• **EXERCISE GOAL**
Every line in the data below that has the word "green" should be returned.

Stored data

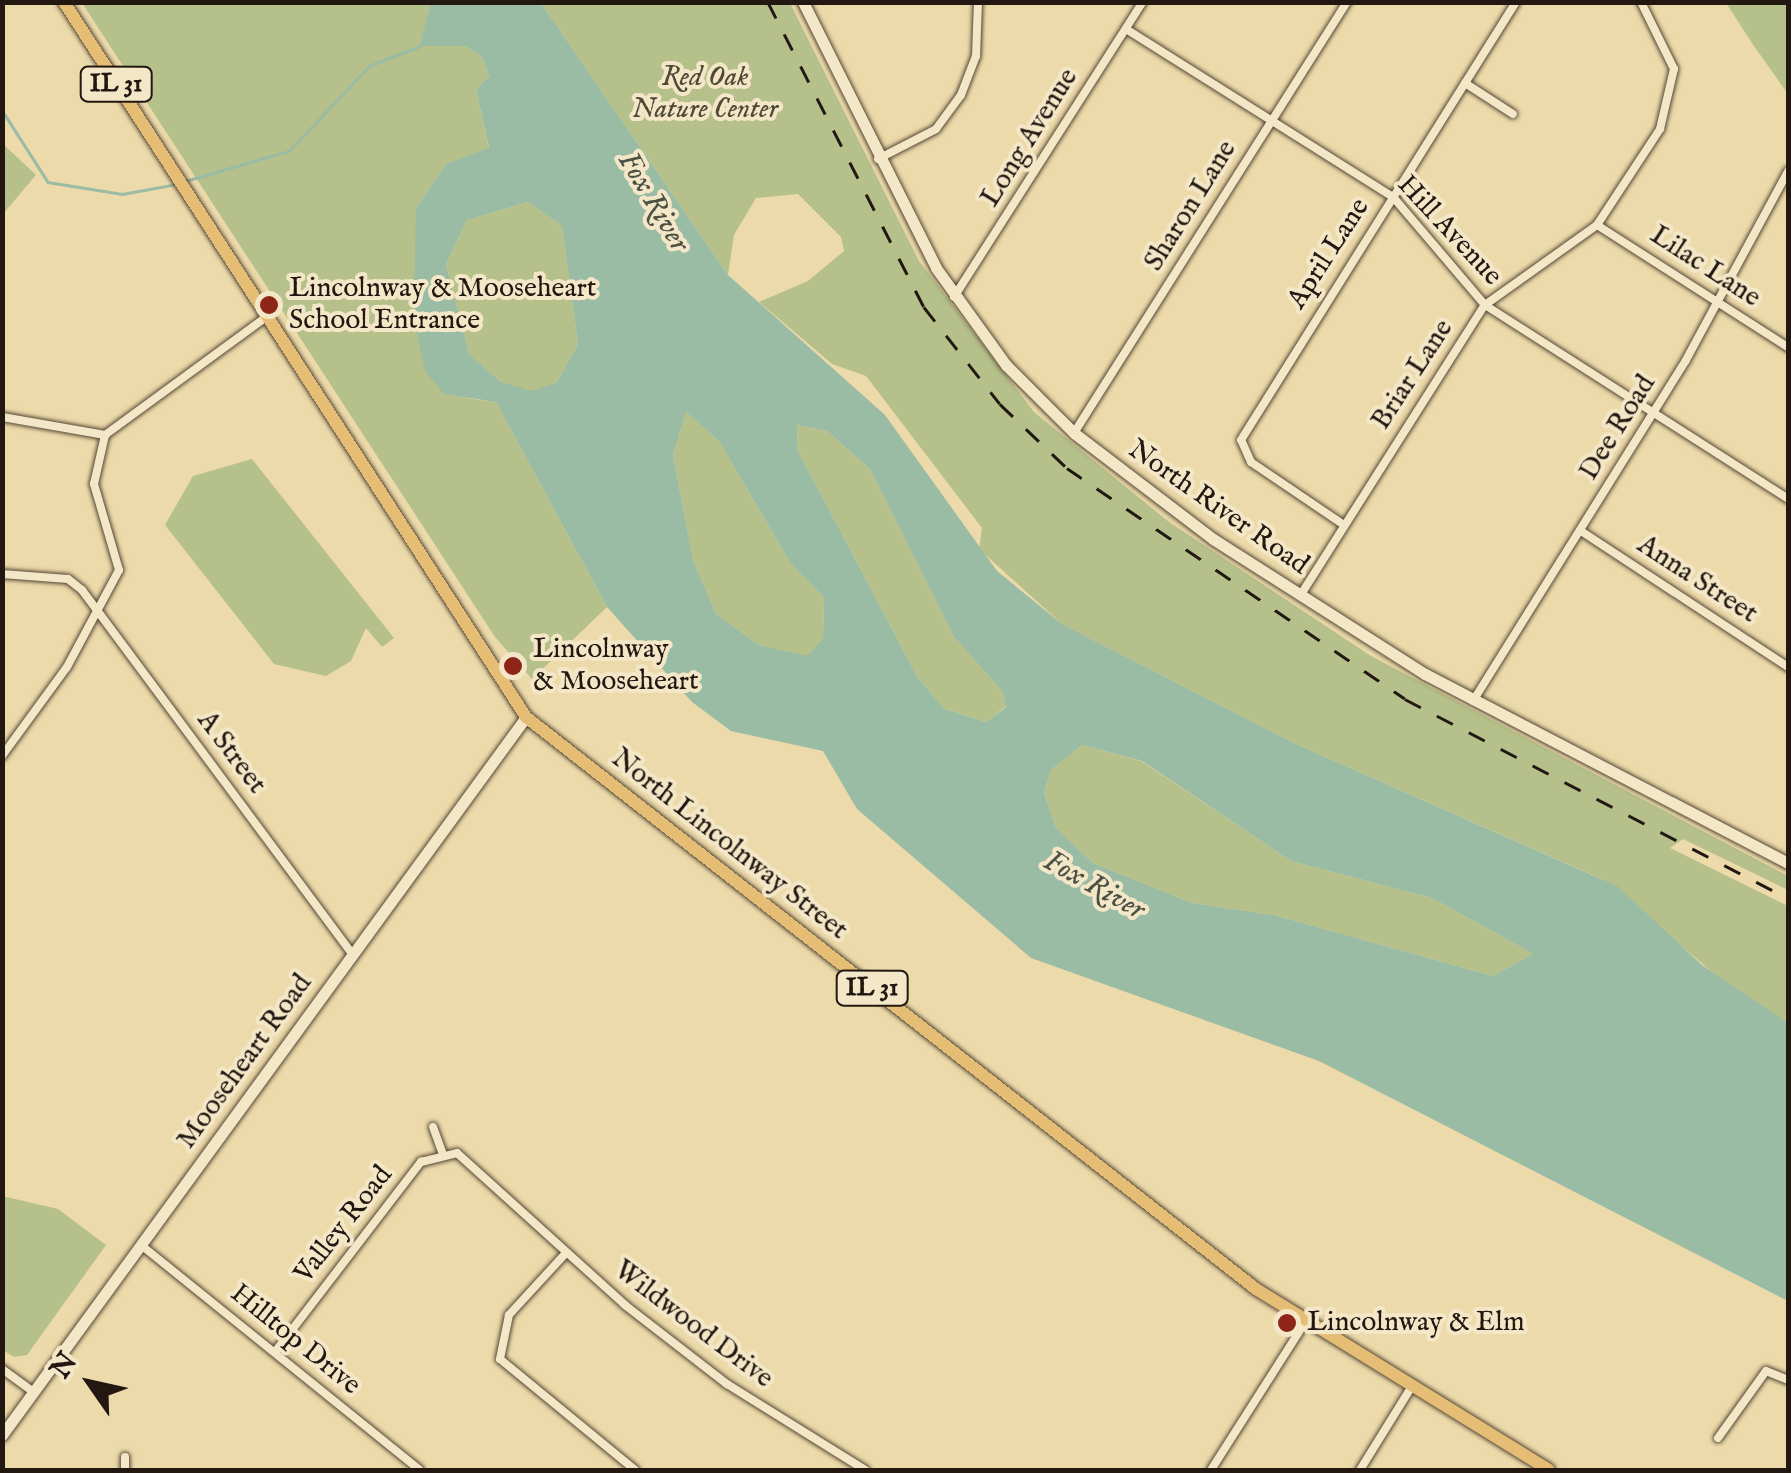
<!DOCTYPE html>
<style>
body{margin:0}
#map{position:relative;width:1791px;height:1473px;overflow:hidden;background:#eddaaa;font-family:"IM FELL English",serif}
div>[style]{position:absolute}
[style*='--x']{left:calc(var(--x)*1px);top:calc(var(--y)*1px);width:calc(var(--w)*1px);rotate:calc(var(--a)*1deg)}
.green>*{inset:0;background:#b5c08a}
.water>*{inset:0;background:#9abba4}
.stream>*{height:2.5px;margin:-1.25px;padding:0 1.25px;transform-origin:1.25px;border-radius:1.25px;background:#9abba4}
.roads{filter:drop-shadow(0 0 2px #554837) drop-shadow(0 0 2px #554837)}
.street>*{height:8px;margin:-4px;padding:0 4px;transform-origin:4px;border-radius:4px;background:#f3e7c8}
.secondary>*{height:11px;margin:-5.5px;padding:0 5.5px;transform-origin:5.5px;border-radius:5.5px;background:#f3e7c8}
.primary>*{height:12px;margin:-6px;padding:0 6px;transform-origin:6px;border-radius:6px;background:#e6bd75}
.rail>*{height:2.5px;margin-top:-1.25px;transform-origin:0;background:repeating-linear-gradient(90deg,#221811 0 18px,transparent 0 36px)}
.dots>*{width:28px;height:28px;translate:-50% -50%;box-sizing:border-box;border:5px solid #f3e7c8;border-radius:50%}
span{translate:-50% -50%;white-space:nowrap;text-align:center;line-height:1.15;-webkit-text-stroke:8px #f3e7c8;paint-order:stroke}
.shield-label span{padding:2px 8px;background:#f3e7c8;border:2px solid;border-radius:8px;-webkit-text-stroke-width:0}
.shield-label{font-size:25px;color:#221811;font-weight:700}
.park-label{font-size:28px;color:#4e4a35;font-style:italic}
.street-label{font-size:28px;color:#221811}
.poi-label{font-size:28px;color:#221811}
.left{translate:0 -50%;text-align:left}
.water-label{font-size:30px;color:#4c5144;font-style:italic}
.frame{position:absolute;inset:0;border:5px solid #221811;pointer-events:none}
.north{position:absolute;left:40px;top:1333px;width:100px;height:100px;-webkit-text-stroke:8px #f3e7c8;paint-order:stroke;rotate:304deg;font-size:28px;font-weight:700;line-height:40px;text-align:center;color:#221811}
.north::after{content:'';display:block;margin:auto;width:35px;height:45px;background:#221811;clip-path:polygon(50% 0,100% 100%,50% 72%,0 100%)}
</style>
<div id="map">
<div class="green">
<i style="clip-path:polygon(82px 3px,431px 3px,421px 46px,465px 46px,482px 57px,489px 76px,476px 90px,489px 149px,446px 164px,416px 208px,466px 398px,496px 402px,607px 607px,532px 679px,495px 637px)"></i>
<i style="clip-path:polygon(541px 3px,790px 3px,919px 261px,1034px 412px,1169px 522px,1371px 656px,1788px 876px,1788px 890px,1683px 839px,1670px 848px,1788px 906px,1788px 1023px,1724px 982px,1602px 879px,1296px 744px,1062px 624px,979px 549px,982px 528px,866px 376px,832px 364px,759px 302px,808px 281px,844px 251px,841px 237px,798px 194px,756px 198px,734px 235px,728px 275px)"></i>
<i style="clip-path:polygon(1726px 3px,1788px 3px,1788px 94px,1754px 46px)"></i>
<i style="clip-path:polygon(3px 144px,36px 175px,3px 214px)"></i>
<i style="clip-path:polygon(528px 202px,562px 226px,578px 344px,557px 382px,532px 392px,501px 382px,469px 354px,446px 264px,467px 220px)"></i>
<i style="clip-path:polygon(686px 412px,719px 441px,791px 564px,824px 597px,823px 639px,807px 657px,759px 645px,716px 614px,693px 560px,673px 455px)"></i>
<i style="clip-path:polygon(797px 425px,827px 431px,870px 469px,954px 637px,1003px 692px,1006px 706px,986px 722px,945px 709px,918px 678px,798px 451px)"></i>
<i style="clip-path:polygon(252px 459px,394px 638px,382px 647px,366px 628px,351px 661px,326px 676px,274px 664px,165px 525px,193px 476px)"></i>
<i style="clip-path:polygon(1082px 745px,1141px 761px,1291px 861px,1432px 898px,1533px 954px,1493px 976px,1274px 915px,1192px 903px,1093px 863px,1056px 828px,1044px 793px,1051px 770px)"></i>
<i style="clip-path:polygon(2px 1196px,58px 1209px,106px 1245px,27px 1355px,14px 1357px,3px 1350px)"></i>
</div>
<div class="water">
<i style="clip-path:polygon(evenodd,431px 3px,541px 3px,728px 275px,885px 415px,997px 571px,1062px 624px,1296px 744px,1617px 886px,1702px 965px,1788px 1023px,1788px 1301px,1319px 1061px,1031px 958px,857px 809px,823px 751px,731px 731px,692px 702px,607px 607px,496px 402px,444px 394px,425px 371px,414px 319px,416px 208px,446px 164px,489px 148px,476px 90px,489px 76px,482px 57px,465px 46px,420px 46px,431px 3px,528px 202px,562px 226px,578px 344px,557px 382px,532px 391px,501px 382px,469px 354px,446px 264px,467px 220px,528px 202px,431px 3px,686px 412px,719px 441px,791px 564px,824px 597px,823px 639px,807px 656px,759px 645px,716px 614px,693px 560px,673px 455px,686px 412px,431px 3px,797px 425px,827px 431px,870px 469px,954px 637px,1003px 692px,1006px 707px,986px 722px,945px 709px,918px 678px,798px 451px,797px 425px,431px 3px,1082px 745px,1142px 761px,1291px 861px,1432px 898px,1533px 954px,1493px 976px,1274px 915px,1192px 903px,1093px 863px,1056px 828px,1044px 793px,1051px 770px,1082px 745px)"></i>
</div>
<div class="stream">
<i style="--x:2;--y:110;--w:85;--a:57.4"></i>
<i style="--x:48;--y:182;--w:75;--a:9.2"></i>
<i style="--x:122;--y:194;--w:56;--a:-10.3"></i>
<i style="--x:185;--y:181;--w:108;--a:-16.1"></i>
<i style="--x:289;--y:151;--w:117;--a:-46.7"></i>
<i style="--x:369;--y:66;--w:55;--a:-21.4"></i>
</div>
<div class="roads">
<div class="street">
<i style="--x:1126;--y:29;--w:315;--a:32.2"></i>
<i style="--x:1393;--y:197;--w:142;--a:49.6"></i>
<i style="--x:1485;--y:305;--w:360;--a:32.6"></i>
<i style="--x:1465;--y:83;--w:57;--a:32.9"></i>
<i style="--x:878;--y:159;--w:65;--a:-27.3"></i>
<i style="--x:936;--y:129;--w:42;--a:-53.7"></i>
<i style="--x:961;--y:95;--w:42;--a:-69"></i>
<i style="--x:976;--y:56;--w:54;--a:-87.9"></i>
<i style="--x:1597;--y:225;--w:227;--a:32.6"></i>
<i style="--x:954;--y:297;--w:350;--a:-57.4"></i>
<i style="--x:2;--y:417;--w:105;--a:9.9"></i>
<i style="--x:1074;--y:433;--w:510;--a:-57.65"></i>
<i style="--x:105;--y:435;--w:200;--a:-36.2"></i>
<i style="--x:1344;--y:525;--w:112;--a:-145.9"></i>
<i style="--x:1251;--y:462;--w:24;--a:-114"></i>
<i style="--x:1241;--y:440;--w:517;--a:-57.88"></i>
<i style="--x:1581;--y:531;--w:248;--a:33.3"></i>
<i style="--x:2;--y:574;--w:66;--a:4.3"></i>
<i style="--x:68;--y:579;--w:18;--a:38"></i>
<i style="--x:82;--y:590;--w:456;--a:53.4"></i>
<i style="--x:1300;--y:596;--w:345;--a:-57.6"></i>
<i style="--x:1485;--y:305;--w:138;--a:-35.5"></i>
<i style="--x:1597;--y:225;--w:115;--a:-56.7"></i>
<i style="--x:1660;--y:129;--w:62;--a:-76.9"></i>
<i style="--x:1674;--y:69;--w:75;--a:-116.2"></i>
<i style="--x:1473;--y:701;--w:402;--a:-58"></i>
<i style="--x:1686;--y:360;--w:215;--a:-61.6"></i>
<i style="--x:2;--y:756;--w:110;--a:-53.9"></i>
<i style="--x:67;--y:667;--w:110;--a:-61.8"></i>
<i style="--x:119;--y:570;--w:90;--a:-106.2"></i>
<i style="--x:94;--y:484;--w:50;--a:-77.3"></i>
<i style="--x:433;--y:1127;--w:27;--a:70"></i>
<i style="--x:141;--y:1245;--w:358;--a:38.9"></i>
<i style="--x:565;--y:1254;--w:83;--a:132.6"></i>
<i style="--x:509;--y:1315;--w:45;--a:101.6"></i>
<i style="--x:500;--y:1359;--w:175;--a:39.4"></i>
<i style="--x:275;--y:1352;--w:240;--a:-52.5"></i>
<i style="--x:421;--y:1162;--w:37;--a:-14"></i>
<i style="--x:457;--y:1153;--w:227;--a:42.1"></i>
<i style="--x:625;--y:1305;--w:129;--a:37.8"></i>
<i style="--x:727;--y:1384;--w:163;--a:31.9"></i>
<i style="--x:2;--y:1369;--w:39;--a:36"></i>
<i style="--x:1718;--y:1438;--w:82;--a:-54.4"></i>
<i style="--x:1766;--y:1371;--w:24;--a:22"></i>
<i style="--x:125;--y:1470;--w:13;--a:-90"></i>
<i style="--x:1211;--y:1470;--w:177;--a:-57.5"></i>
<i style="--x:1360;--y:1470;--w:99;--a:-58.2"></i>
</div>
<div class="secondary">
<i style="--x:803;--y:2;--w:297;--a:63.4"></i>
<i style="--x:936;--y:268;--w:120;--a:54.2"></i>
<i style="--x:1006;--y:365;--w:96;--a:45"></i>
<i style="--x:1074;--y:433;--w:175;--a:37.3"></i>
<i style="--x:1213;--y:539;--w:251;--a:32.5"></i>
<i style="--x:1425;--y:674;--w:409;--a:27.5"></i>
<i style="--x:2;--y:1435;--w:889;--a:-53.88"></i>
</div>
<div class="primary">
<i style="--x:64;--y:2;--w:851;--a:57.13"></i>
<i style="--x:526;--y:717;--w:927;--a:38.08"></i>
<i style="--x:1256;--y:1289;--w:344;--a:31.7"></i>
</div>
</div>
<div class="rail">
<i style="--x:768;--y:2;--w:343;--a:62.9"></i>
<i style="--x:924;--y:307;--w:123;--a:51.9"></i>
<i style="--x:1000;--y:404;--w:93;--a:43.7"></i>
<i style="--x:1067;--y:468;--w:409;--a:34.3"></i>
<i style="--x:1405;--y:699;--w:432;--a:27.5"></i>
</div>
<div class="dots">
<i style="left:269px;top:305px;background:#8f2418"></i>
<i style="left:513px;top:666px;background:#8f2418"></i>
<i style="left:1287px;top:1323px;background:#8f2418"></i>
</div>
<div class="shield-label">
<span style="left:116px;top:84px">IL 31</span>
<span style="left:872px;top:988px">IL 31</span>
</div>
<div class="park-label">
<span style="left:705px;top:94px">Red Oak<br>Nature Center</span>
</div>
<div class="street-label">
<span style="left:1030px;top:138px;rotate:-58deg">Long Avenue</span>
<span style="left:1191px;top:206px;rotate:-58deg">Sharon Lane</span>
<span style="left:1449px;top:231px;rotate:47deg">Hill Avenue</span>
<span style="left:1329px;top:254px;rotate:-57deg">April Lane</span>
<span style="left:1705px;top:267px;rotate:33deg">Lilac Lane</span>
<span style="left:1413px;top:375px;rotate:-57deg">Briar Lane</span>
<span style="left:1618px;top:428px;rotate:-58deg">Dee Road</span>
<span style="left:1218px;top:508px;rotate:35deg">North River Road</span>
<span style="left:1697px;top:580px;rotate:33deg">Anna Street</span>
<span style="left:231px;top:753px;rotate:53deg">A Street</span>
<span style="left:729px;top:845px;rotate:38deg">North Lincolnway Street</span>
<span style="left:245px;top:1062px;rotate:-54deg">Mooseheart Road</span>
<span style="left:344px;top:1225px;rotate:-52deg">Valley Road</span>
<span style="left:693px;top:1325px;rotate:37deg">Wildwood Drive</span>
<span style="left:295px;top:1340px;rotate:39deg">Hilltop Drive</span>
</div>
<div class="poi-label">
<span class="left" style="left:289px;top:305px">Lincolnway &amp; Mooseheart<br>School Entrance</span>
<span class="left" style="left:533px;top:666px">Lincolnway<br>&amp; Mooseheart</span>
<span class="left" style="left:1307px;top:1323px">Lincolnway &amp; Elm</span>
</div>
<div class="water-label">
<span style="left:653px;top:202px;rotate:59deg">Fox River</span>
<span style="left:1094px;top:886px;rotate:29deg">Fox River</span>
</div>
<div class="frame"></div>
<div class="north">N</div>
</div>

• **EXERCISE ANSWER**
.green>*{inset:0;background:#b5c08a}
<div class="green">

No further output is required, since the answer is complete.